▸ **What is expected**
Because the images are not wanted, restate every line below word for word without them.

▸ **Exercise input**
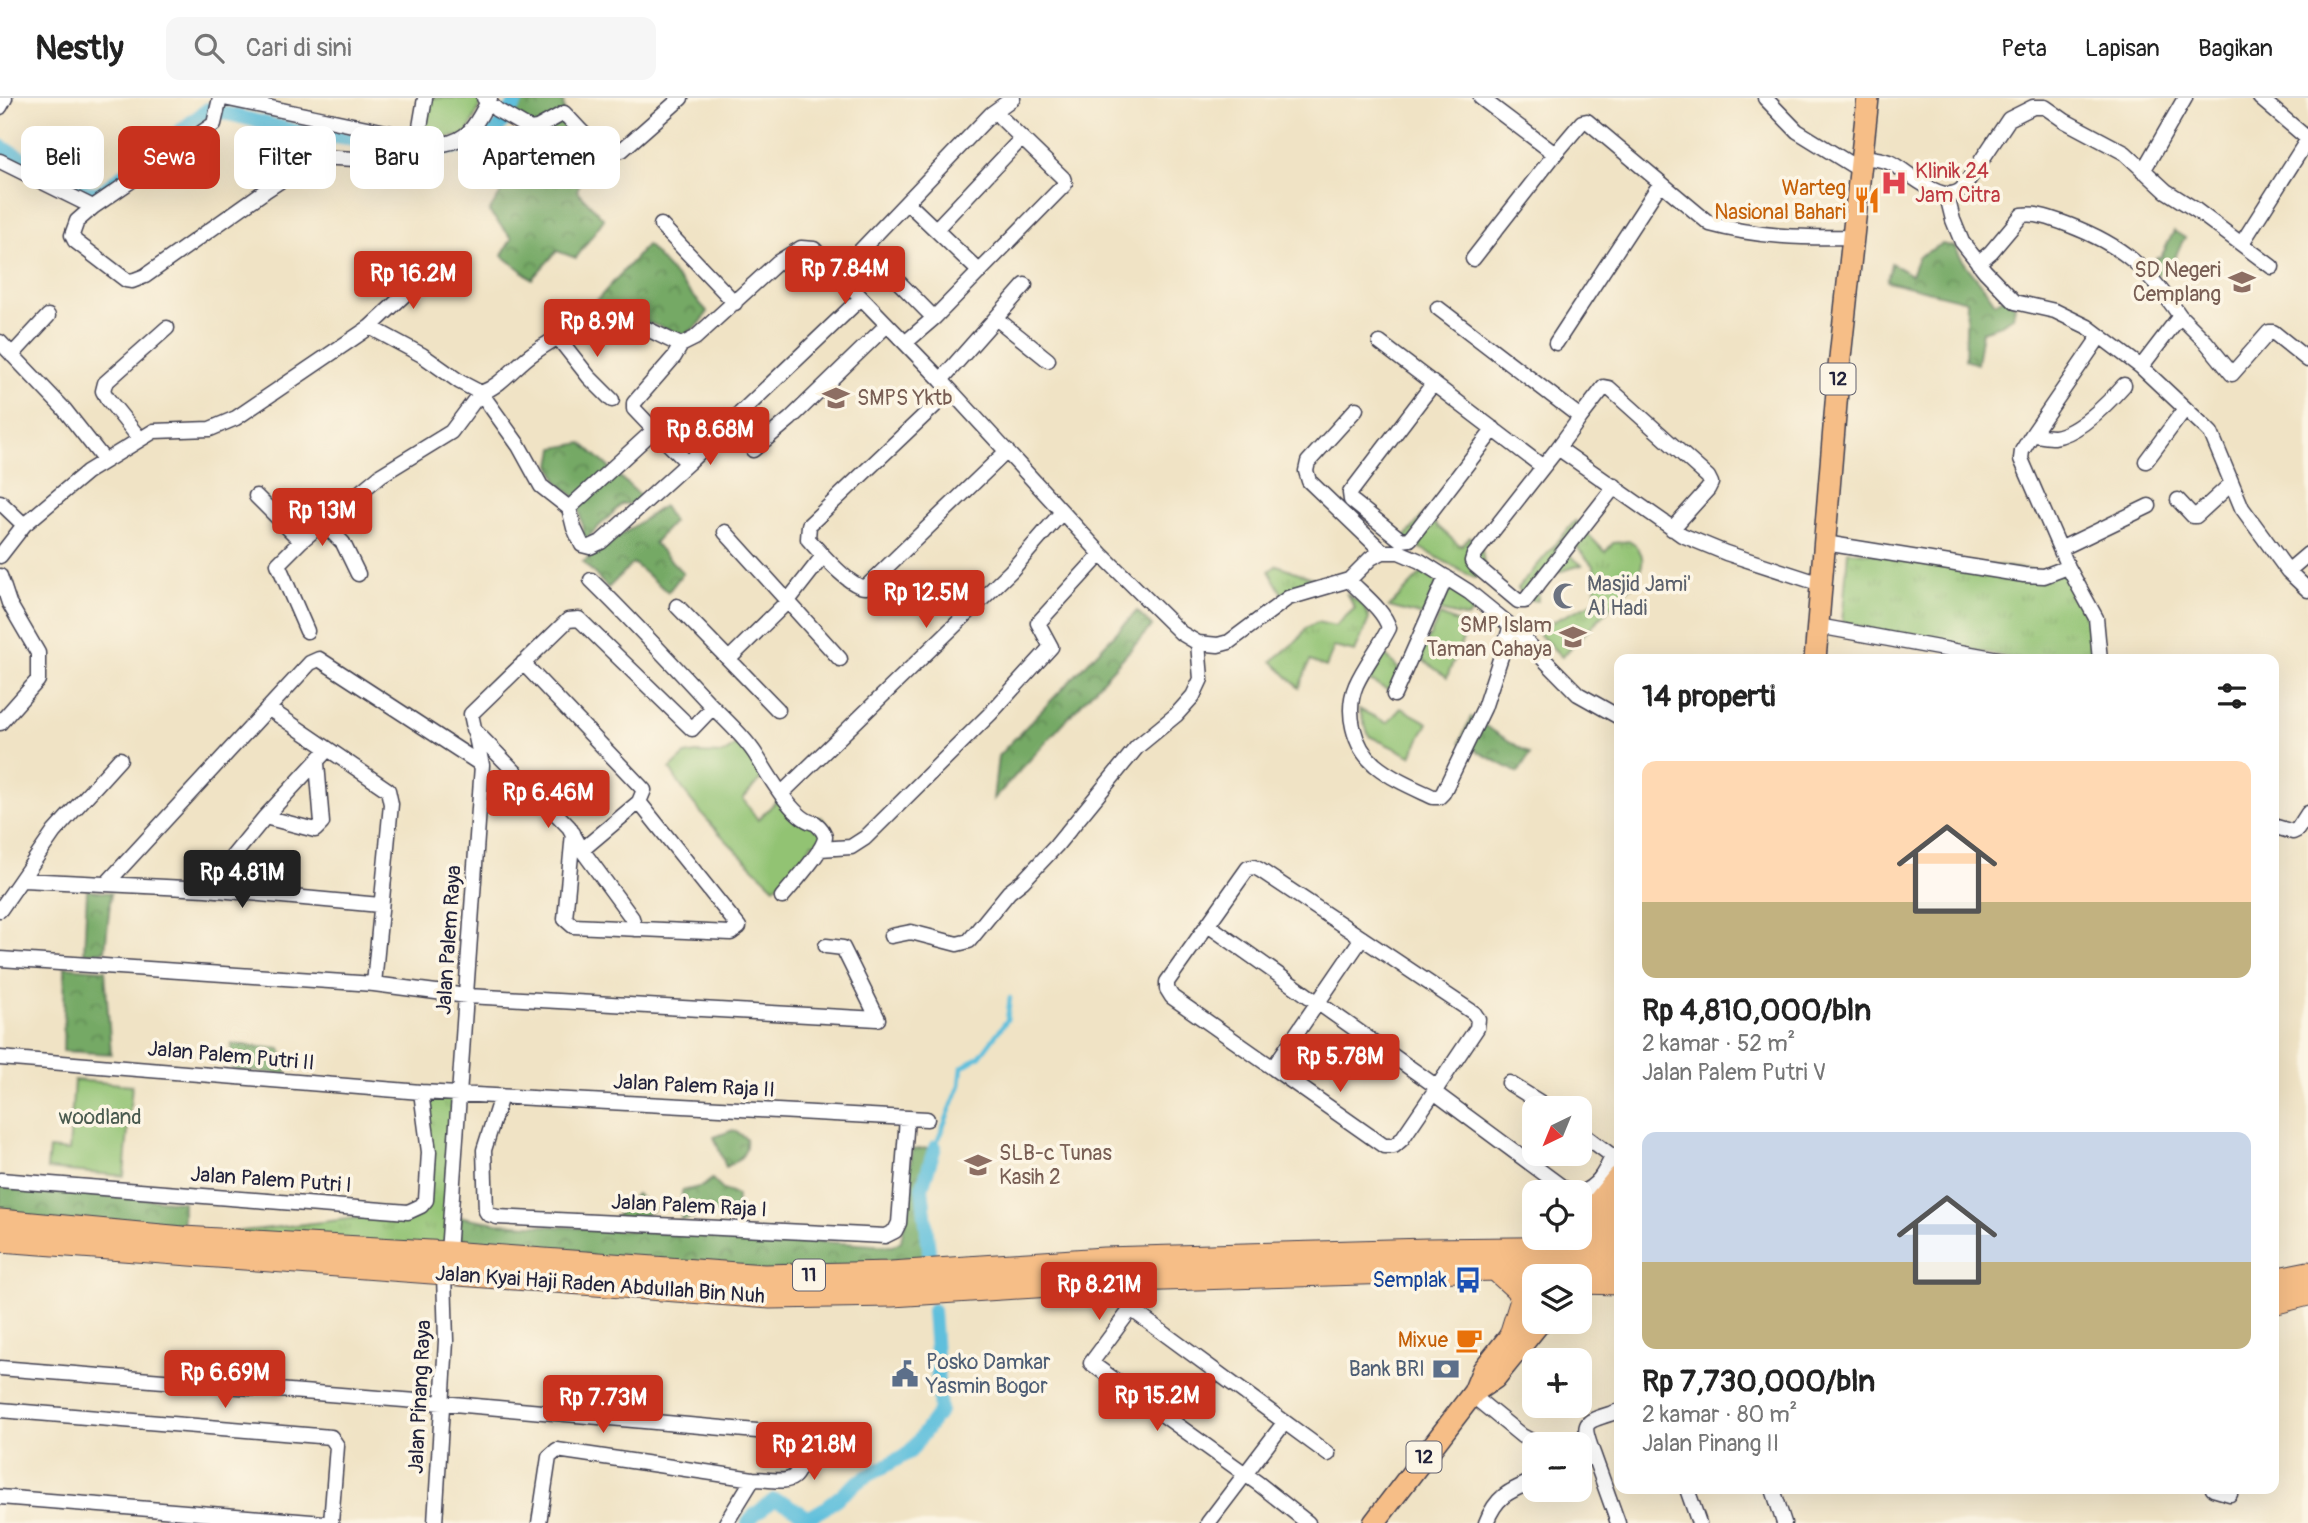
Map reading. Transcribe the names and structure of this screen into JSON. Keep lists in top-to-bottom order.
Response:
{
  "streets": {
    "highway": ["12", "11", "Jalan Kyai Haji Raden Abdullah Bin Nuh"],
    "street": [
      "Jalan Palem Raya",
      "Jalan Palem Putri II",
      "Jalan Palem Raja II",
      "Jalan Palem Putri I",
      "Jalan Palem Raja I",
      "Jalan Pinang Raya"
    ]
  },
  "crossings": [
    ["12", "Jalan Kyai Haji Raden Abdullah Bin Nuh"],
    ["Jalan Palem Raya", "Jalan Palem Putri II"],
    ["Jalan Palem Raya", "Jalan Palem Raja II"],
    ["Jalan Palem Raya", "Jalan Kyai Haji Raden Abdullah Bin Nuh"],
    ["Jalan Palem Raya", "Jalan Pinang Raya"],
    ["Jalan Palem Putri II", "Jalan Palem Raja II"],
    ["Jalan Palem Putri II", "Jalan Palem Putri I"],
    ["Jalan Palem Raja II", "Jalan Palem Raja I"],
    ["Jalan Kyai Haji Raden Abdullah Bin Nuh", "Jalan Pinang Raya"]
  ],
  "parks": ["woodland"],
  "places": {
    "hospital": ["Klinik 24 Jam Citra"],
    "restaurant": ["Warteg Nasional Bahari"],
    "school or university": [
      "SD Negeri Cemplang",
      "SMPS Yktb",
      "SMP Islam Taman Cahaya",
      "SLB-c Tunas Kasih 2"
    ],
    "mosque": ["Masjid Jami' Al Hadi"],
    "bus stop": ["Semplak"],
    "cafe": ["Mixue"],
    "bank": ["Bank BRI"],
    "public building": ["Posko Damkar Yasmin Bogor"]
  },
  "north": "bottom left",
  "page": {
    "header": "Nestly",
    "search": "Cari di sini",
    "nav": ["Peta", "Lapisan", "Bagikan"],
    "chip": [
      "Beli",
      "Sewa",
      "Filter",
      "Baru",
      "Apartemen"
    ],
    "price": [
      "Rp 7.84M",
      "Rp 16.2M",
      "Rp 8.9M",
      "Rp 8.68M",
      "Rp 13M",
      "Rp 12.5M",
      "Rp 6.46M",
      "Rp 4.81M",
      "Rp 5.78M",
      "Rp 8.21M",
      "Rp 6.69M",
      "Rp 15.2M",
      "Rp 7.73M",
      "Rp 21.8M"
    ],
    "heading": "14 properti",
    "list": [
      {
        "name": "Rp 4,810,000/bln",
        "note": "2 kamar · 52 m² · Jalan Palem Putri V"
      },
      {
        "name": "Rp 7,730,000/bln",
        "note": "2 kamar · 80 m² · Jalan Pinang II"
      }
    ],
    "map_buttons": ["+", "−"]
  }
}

▸ **Answer area**
Map reading. Transcribe the names and structure of this screen into JSON. Keep lists in top-to-bottom order.
Response:
{
  "streets": {
    "highway": ["12", "11", "Jalan Kyai Haji Raden Abdullah Bin Nuh"],
    "street": [
      "Jalan Palem Raya",
      "Jalan Palem Putri II",
      "Jalan Palem Raja II",
      "Jalan Palem Putri I",
      "Jalan Palem Raja I",
      "Jalan Pinang Raya"
    ]
  },
  "crossings": [
    ["12", "Jalan Kyai Haji Raden Abdullah Bin Nuh"],
    ["Jalan Palem Raya", "Jalan Palem Putri II"],
    ["Jalan Palem Raya", "Jalan Palem Raja II"],
    ["Jalan Palem Raya", "Jalan Kyai Haji Raden Abdullah Bin Nuh"],
    ["Jalan Palem Raya", "Jalan Pinang Raya"],
    ["Jalan Palem Putri II", "Jalan Palem Raja II"],
    ["Jalan Palem Putri II", "Jalan Palem Putri I"],
    ["Jalan Palem Raja II", "Jalan Palem Raja I"],
    ["Jalan Kyai Haji Raden Abdullah Bin Nuh", "Jalan Pinang Raya"]
  ],
  "parks": ["woodland"],
  "places": {
    "hospital": ["Klinik 24 Jam Citra"],
    "restaurant": ["Warteg Nasional Bahari"],
    "school or university": [
      "SD Negeri Cemplang",
      "SMPS Yktb",
      "SMP Islam Taman Cahaya",
      "SLB-c Tunas Kasih 2"
    ],
    "mosque": ["Masjid Jami' Al Hadi"],
    "bus stop": ["Semplak"],
    "cafe": ["Mixue"],
    "bank": ["Bank BRI"],
    "public building": ["Posko Damkar Yasmin Bogor"]
  },
  "north": "bottom left",
  "page": {
    "header": "Nestly",
    "search": "Cari di sini",
    "nav": ["Peta", "Lapisan", "Bagikan"],
    "chip": [
      "Beli",
      "Sewa",
      "Filter",
      "Baru",
      "Apartemen"
    ],
    "price": [
      "Rp 7.84M",
      "Rp 16.2M",
      "Rp 8.9M",
      "Rp 8.68M",
      "Rp 13M",
      "Rp 12.5M",
      "Rp 6.46M",
      "Rp 4.81M",
      "Rp 5.78M",
      "Rp 8.21M",
      "Rp 6.69M",
      "Rp 15.2M",
      "Rp 7.73M",
      "Rp 21.8M"
    ],
    "heading": "14 properti",
    "list": [
      {
        "name": "Rp 4,810,000/bln",
        "note": "2 kamar · 52 m² · Jalan Palem Putri V"
      },
      {
        "name": "Rp 7,730,000/bln",
        "note": "2 kamar · 80 m² · Jalan Pinang II"
      }
    ],
    "map_buttons": ["+", "−"]
  }
}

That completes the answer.